Determine the vertical reaction at point A by resolving the vertical component of forces.

$\begin{array}{l}{\displaystyle \sum F_y=0}\\ 24.54-25.83-\left(0.48\times 8\right)-Q+B_y=0\\ -1.29-3.84-8.71+B_y=0\\ B_y=13.84\text{kips}\end{array}$

Shear force:

Show the calculation of shear force as follows;

$V_A=24.54\text{kips}$

$\begin{array}{c}{V}_C-V_A=-0.48\times 1.5\\ V_C^{Left}=-0.72+V_A\\ =-0.72+24.54\\ =23.82\text{kips}\end{array}$

$\begin{array}{c}{V}_C^{Right}=23.82-25.83\\ =-2.01\text{kips}\end{array}$

$\begin{array}{c}{V}_F-V_C=-25.83-0.48\times 5\\ V_F^{Left}=-25.83-2.4+V_C\\ =-28.23+23.82\\ =-4.41\text{kips}\end{array}$

$\begin{array}{c}{V}_F^{Right}=-4.41-8.71\\ =-13.12\text{kips}\end{array}$

$\begin{array}{c}{V}_B-V_E=-8.71-0.48\times 1.5\\ V_B=-8.71-0.72+V_E\\ =-9.43-4.41\\ =-13.84\text{kips}\end{array}$

Show the calculated shear force values as in Table 1.

Location (x) ft	Shear force (V) kips
A	24.54
C (Left)	23.82
C (Right)	–2.01
F (Left)	–4.41
F (Right)	–13.12
B	–13.84

Plot the shear force diagram as in Figure 4.

Bending moment:

Show the calculation of the bending moment as follows;

$M_A=0$

$\begin{array}{c}{M}_C-M_A=23.82\times 1.5+\frac{1}{2}\times \left(24.54-23.82\right)\times 1.5\\ M_C=35.73+0.54+M_A\\ =36.27+0\\ =36.27\text{kips-ft}\end{array}$

$\begin{array}{c}{M}_F-M_C=-2.01\times 5-\frac{1}{2}\times \left(4.41-2.01\right)\times 5\\ M_E=-10.05-6+M_C\\ =-16.5+36.27\\ =19.77\text{kips-ft}\end{array}$

$M_B=0$

Show the calculated bending moment values as in Table 2.

Location (x) ft	Bending moment (M) kips-ft
A	0
C	36.27
F	19.77
B	0

Plot the bending moment diagram as in Figure 5.

Refer to Figure 5;

The maximum absolute bending moment is $\left|M_{\max }\right|=36.27\text{kips-ft}$.

To determine

The maximum normal stress due to bending.

Answer to Problem 63P

The maximum normal stress due to bending is $\underset{\_}{15.82\text{ksi}}$.

Explanation of Solution

Given information:

Refer to Appendix C “Properties of Rolled-Steel Sections” in the textbook.

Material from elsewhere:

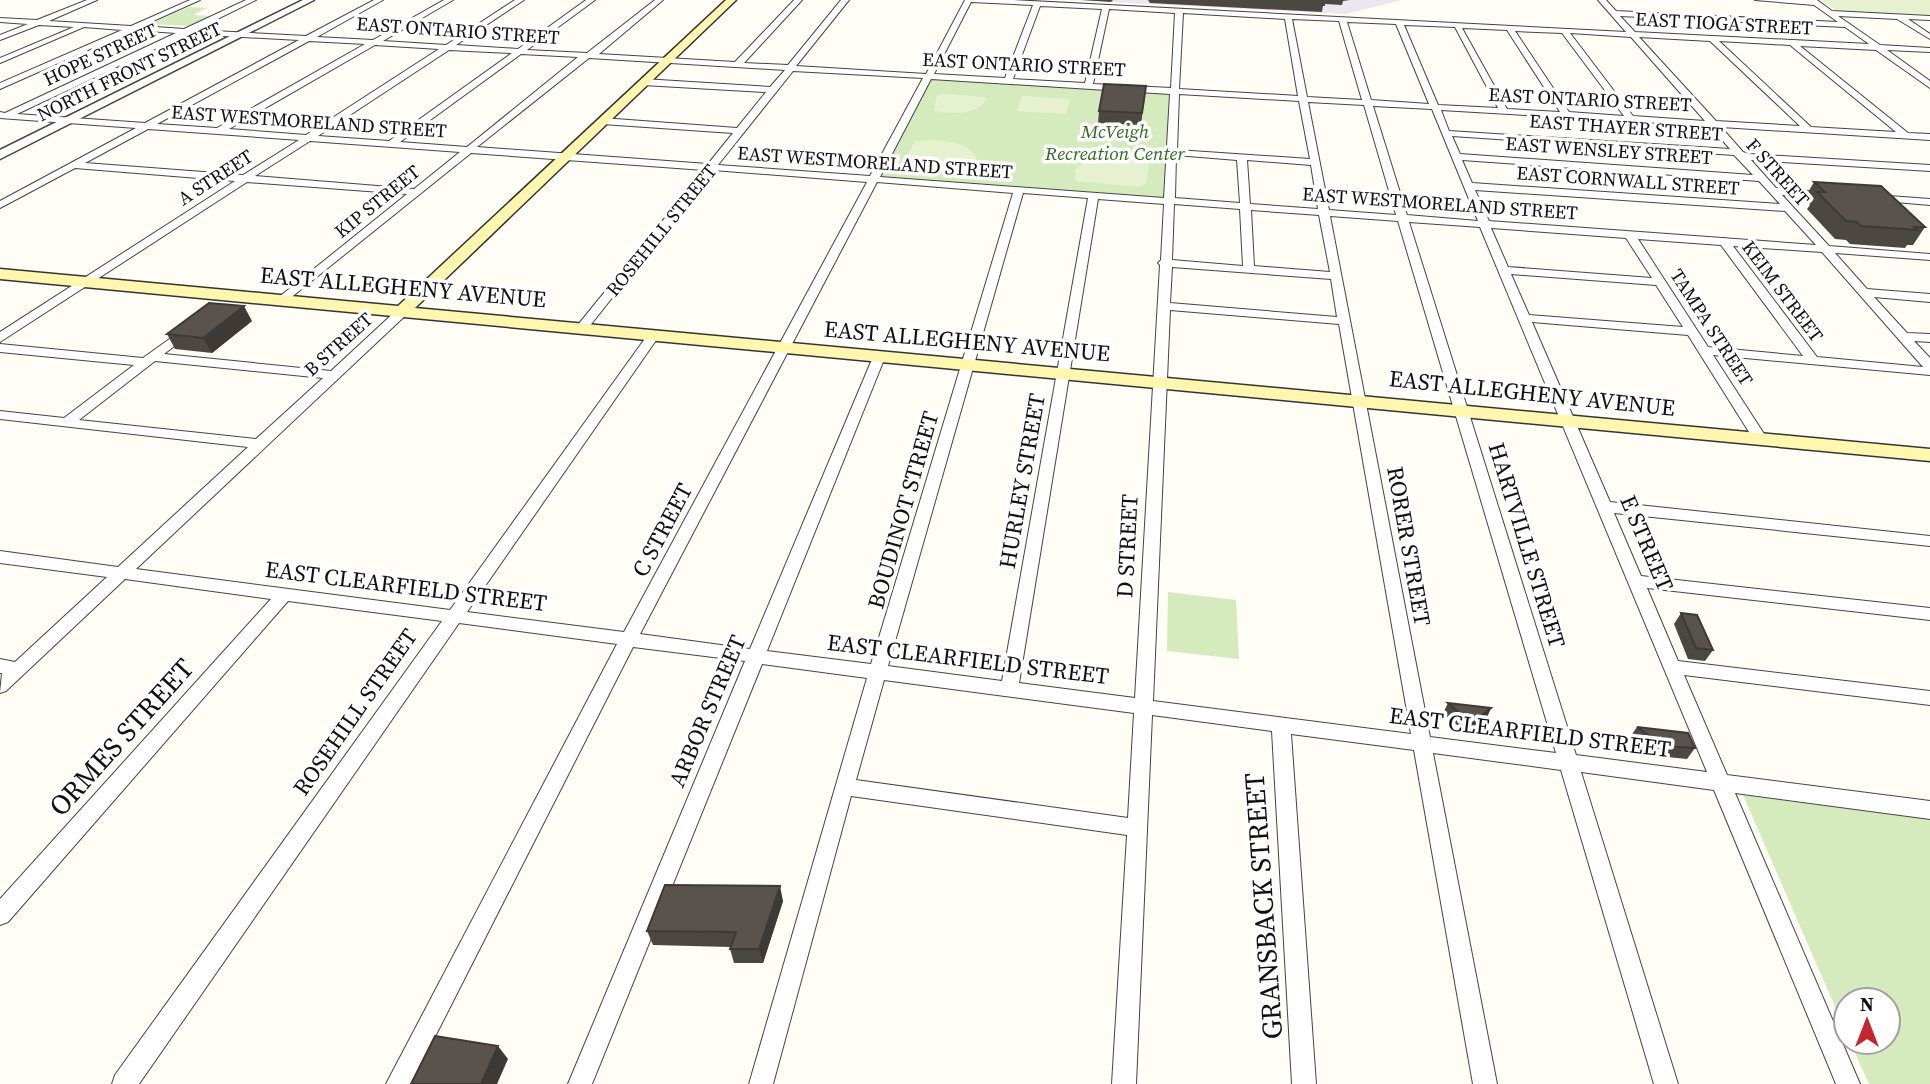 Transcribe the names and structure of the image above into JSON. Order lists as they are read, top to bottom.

The section modulus (S) for $\text{W}8\times 31$ section is $S=27.5\text{in}{\text{.}}^3$.

The maximum absolute bending moment is $\left|M_{\max }\right|=36.27\text{kips-ft}$.

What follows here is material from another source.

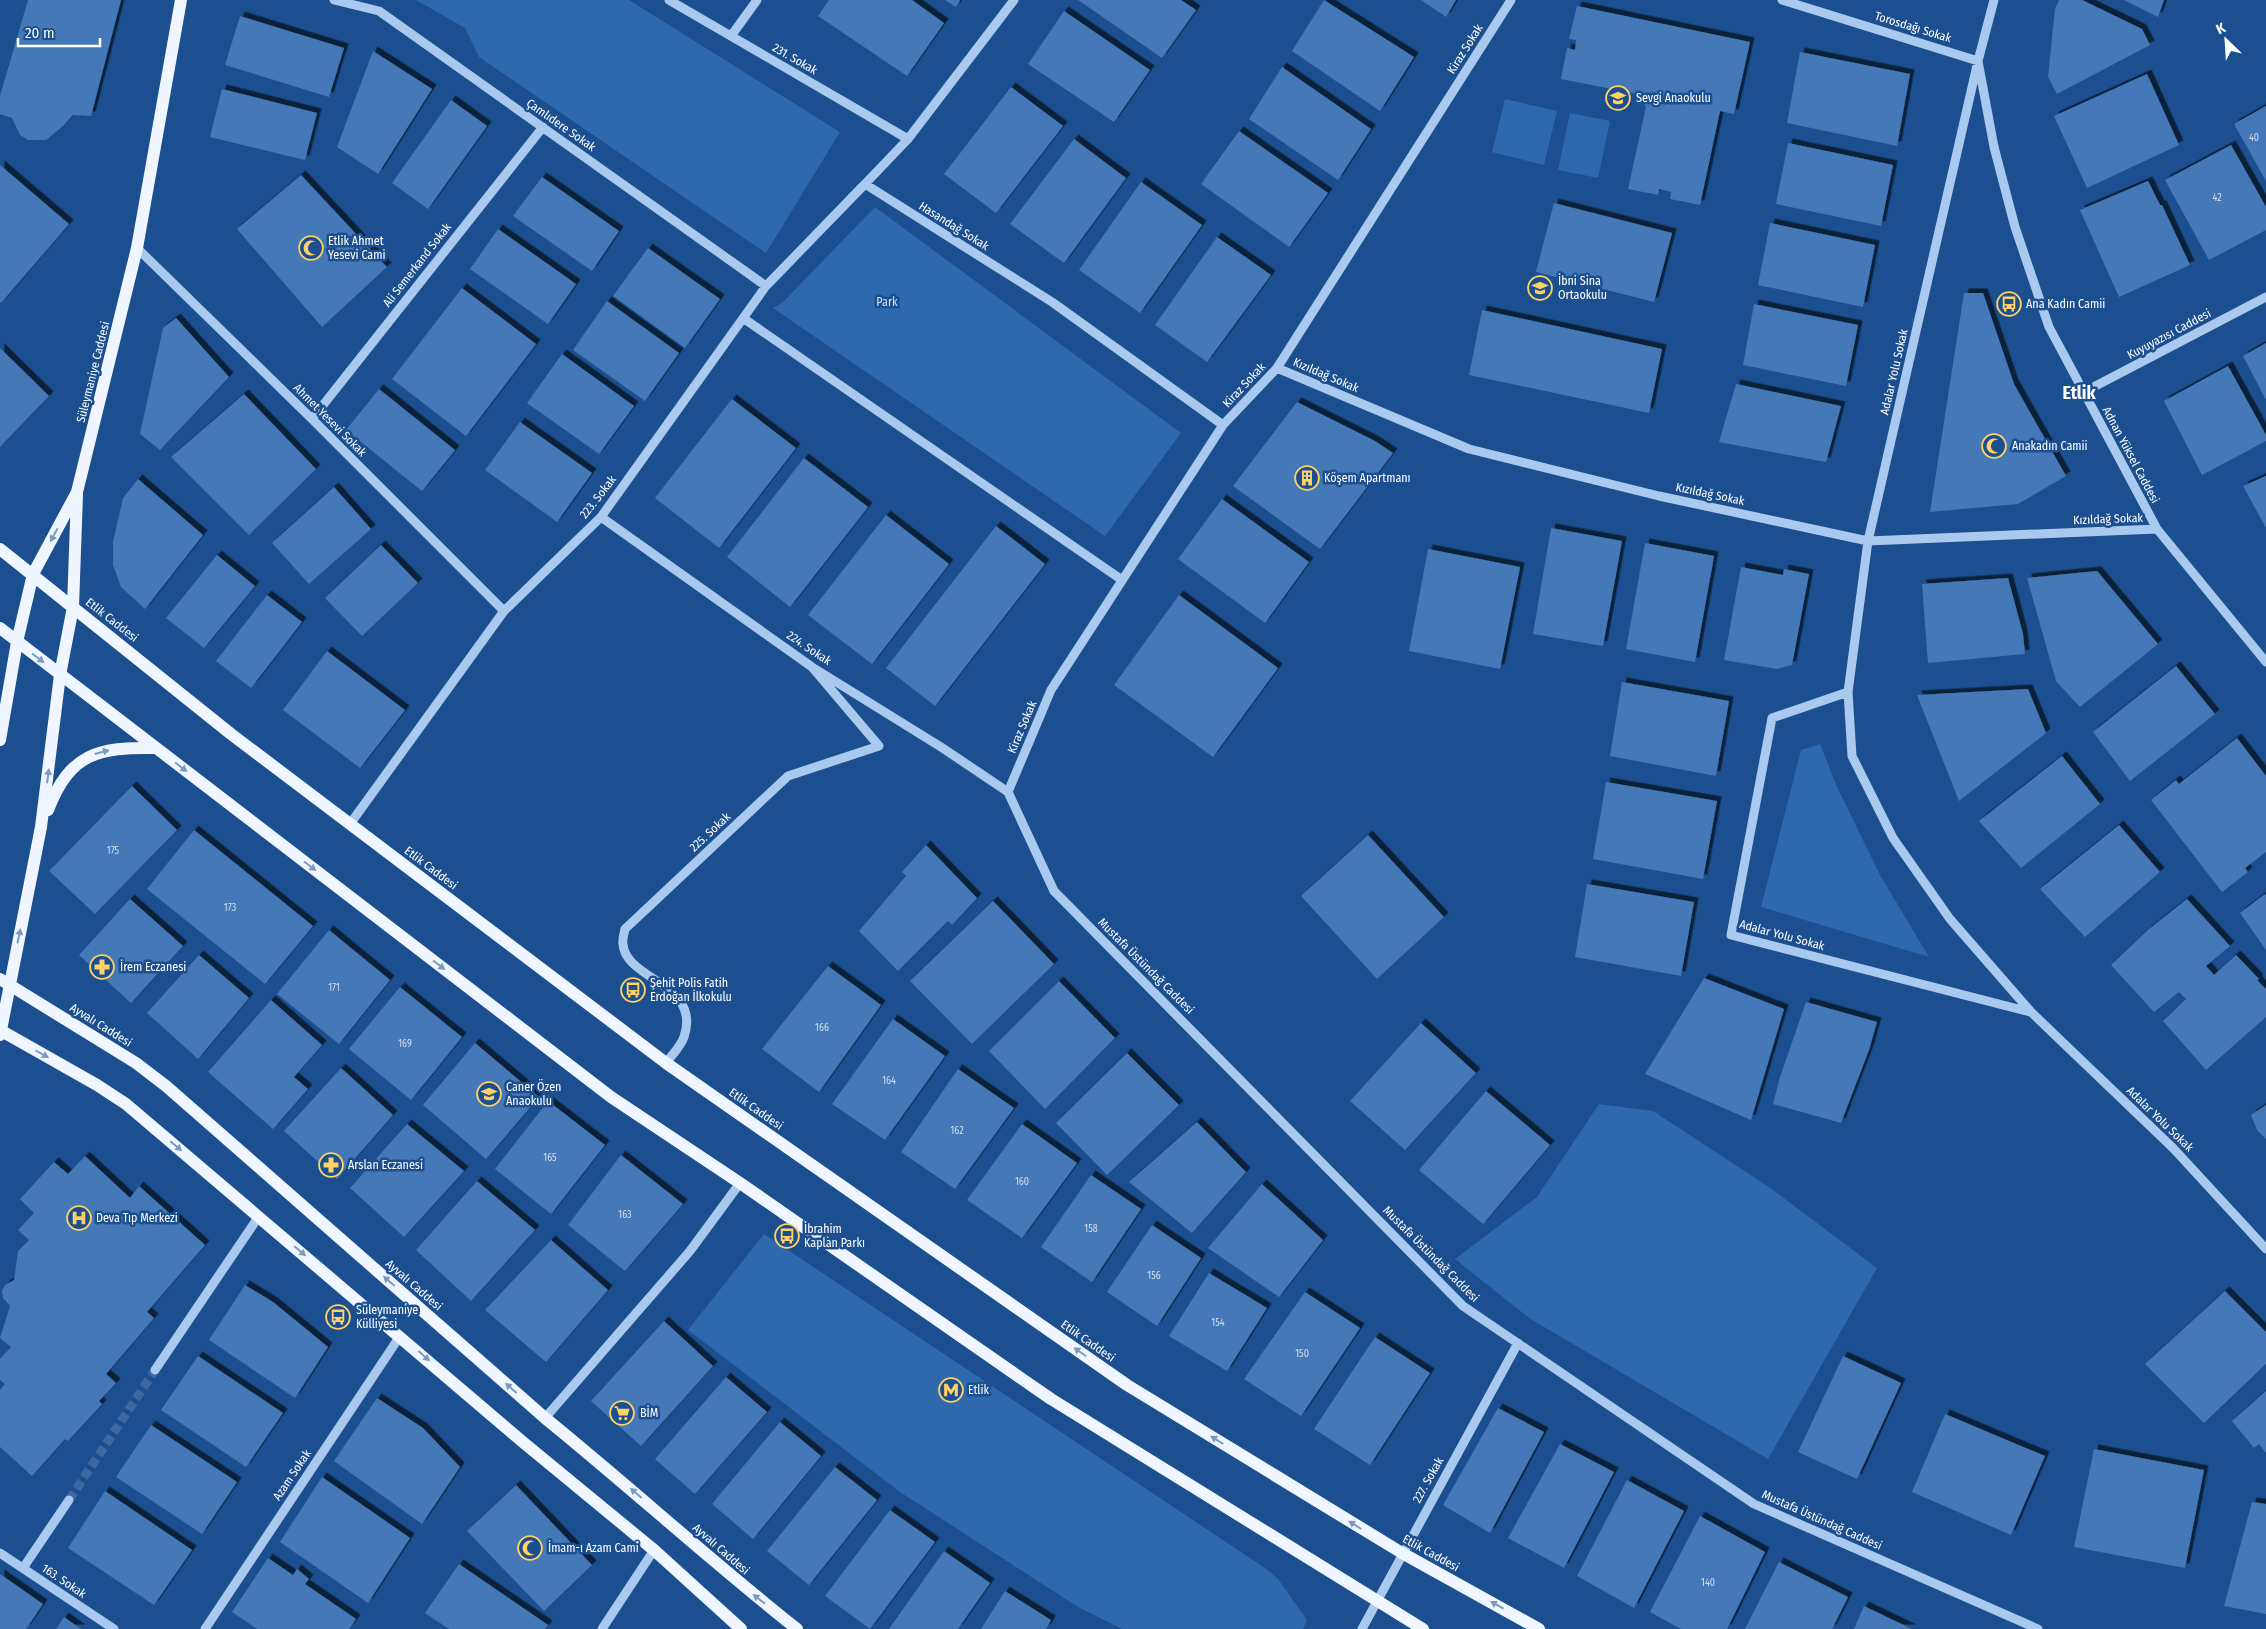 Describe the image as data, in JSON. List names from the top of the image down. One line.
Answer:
{"streets":{"main road":["Süleymaniye Caddesi","Etlik Caddesi","Ayvalı Caddesi"],"street":["Torosdağı Sokak","Kiraz Sokak","231. Sokak","Çamlıdere Sokak","Hasandağ Sokak","Ali Semerkand Sokak","Kuyuyazısı Caddesi","Adalar Yolu Sokak","Kızıldağ Sokak","Ahmet Yesevi Sokak","Adnan Yüksel Caddesi","223. Sokak","224. Sokak","225. Sokak","Mustafa Üstündağ Caddesi","Azam Sokak","227. Sokak","163. Sokak"]},"crossings":[["Torosdağı Sokak","Adalar Yolu Sokak"],["Torosdağı Sokak","Adnan Yüksel Caddesi"],["Kiraz Sokak","Hasandağ Sokak"],["Kiraz Sokak","Kızıldağ Sokak"],["Kiraz Sokak","224. Sokak"],["Kiraz Sokak","Mustafa Üstündağ Caddesi"],["Çamlıdere Sokak","Ali Semerkand Sokak"],["Çamlıdere Sokak","223. Sokak"],["Hasandağ Sokak","223. Sokak"],["Ali Semerkand Sokak","Ahmet Yesevi Sokak"],["Kuyuyazısı Caddesi","Adnan Yüksel Caddesi"],["Süleymaniye Caddesi","Ahmet Yesevi Sokak"],["Süleymaniye Caddesi","Etlik Caddesi"],["Adalar Yolu Sokak","Kızıldağ Sokak"],["Adalar Yolu Sokak","Adnan Yüksel Caddesi"],["Kızıldağ Sokak","Adnan Yüksel Caddesi"],["Ahmet Yesevi Sokak","223. Sokak"],["223. Sokak","Etlik Caddesi"],["223. Sokak","224. Sokak"],["Etlik Caddesi","225. Sokak"],["Etlik Caddesi","227. Sokak"],["224. Sokak","225. Sokak"],["224. Sokak","Mustafa Üstündağ Caddesi"],["Mustafa Üstündağ Caddesi","227. Sokak"]],"districts":["Etlik"],"parks":["Park"],"places":{"school or university":["Sevgi Anaokulu","İbni Sina Ortaokulu","Caner Özen Anaokulu"],"mosque":["Etlik Ahmet Yesevi Cami","Anakadın Camii","İmam-ı Azam Cami"],"bus stop":["Ana Kadın Camii","Şehit Polis Fatih Erdoğan İlkokulu","İbrahim Kaplan Parkı","Süleymaniye Külliyesi"],"building":["Köşem Apartmanı"],"pharmacy":["İrem Eczanesi","Arslan Eczanesi"],"hospital":["Deva Tıp Merkezi"],"metro station":["Etlik"],"supermarket":["BİM"]},"house_numbers":["40","42","175","173","171","166","169","164","162","165","160","163","158","156","154","150","140"],"scale_bar":"20 m","north":"top left"}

Determine the maximum normal stress $\left({\sigma }_m\right)$ using the equation.

${\sigma }_m=\frac{\left|M\right|}{S}$

Substitute $36.27\text{kips-ft}$ for M and $27.5\text{in}{\text{.}}^3$ for S.

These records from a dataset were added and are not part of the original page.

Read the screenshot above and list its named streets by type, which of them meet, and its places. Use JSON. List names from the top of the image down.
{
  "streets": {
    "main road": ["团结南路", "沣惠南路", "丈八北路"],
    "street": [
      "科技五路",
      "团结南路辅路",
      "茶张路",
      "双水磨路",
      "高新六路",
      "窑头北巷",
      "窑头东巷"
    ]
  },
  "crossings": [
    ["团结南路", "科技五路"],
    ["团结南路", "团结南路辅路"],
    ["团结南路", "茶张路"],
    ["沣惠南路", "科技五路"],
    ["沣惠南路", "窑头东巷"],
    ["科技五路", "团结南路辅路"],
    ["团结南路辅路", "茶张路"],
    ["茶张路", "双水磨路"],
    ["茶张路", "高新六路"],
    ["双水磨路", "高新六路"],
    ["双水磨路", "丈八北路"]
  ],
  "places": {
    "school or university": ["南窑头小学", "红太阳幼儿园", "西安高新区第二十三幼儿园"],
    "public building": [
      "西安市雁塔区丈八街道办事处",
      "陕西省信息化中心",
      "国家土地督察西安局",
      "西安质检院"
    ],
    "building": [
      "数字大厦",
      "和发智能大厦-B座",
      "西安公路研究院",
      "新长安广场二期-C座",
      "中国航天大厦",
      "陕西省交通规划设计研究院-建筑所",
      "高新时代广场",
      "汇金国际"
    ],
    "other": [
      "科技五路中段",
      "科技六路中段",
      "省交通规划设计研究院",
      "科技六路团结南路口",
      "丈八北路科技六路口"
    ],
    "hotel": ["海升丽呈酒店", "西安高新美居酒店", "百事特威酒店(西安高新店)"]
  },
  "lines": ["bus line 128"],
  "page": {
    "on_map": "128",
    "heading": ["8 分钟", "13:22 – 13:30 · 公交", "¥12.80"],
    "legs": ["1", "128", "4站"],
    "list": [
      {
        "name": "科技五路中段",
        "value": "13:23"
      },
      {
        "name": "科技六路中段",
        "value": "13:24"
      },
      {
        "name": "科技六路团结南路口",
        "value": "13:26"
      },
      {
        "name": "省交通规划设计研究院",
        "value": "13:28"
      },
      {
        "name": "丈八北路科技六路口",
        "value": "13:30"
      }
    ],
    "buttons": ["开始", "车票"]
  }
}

$\begin{array}{c}{\sigma }_m=\frac{36.27\text{kips-ft}\times \frac{\text{12}\text{in}\text{.}}{\text{1}\text{ft}}}{27.5}\\ =15.82\text{ksi}\end{array}$

Therefore, the maximum normal stress due to bending is $\underset{\_}{15.82\text{ksi}}$.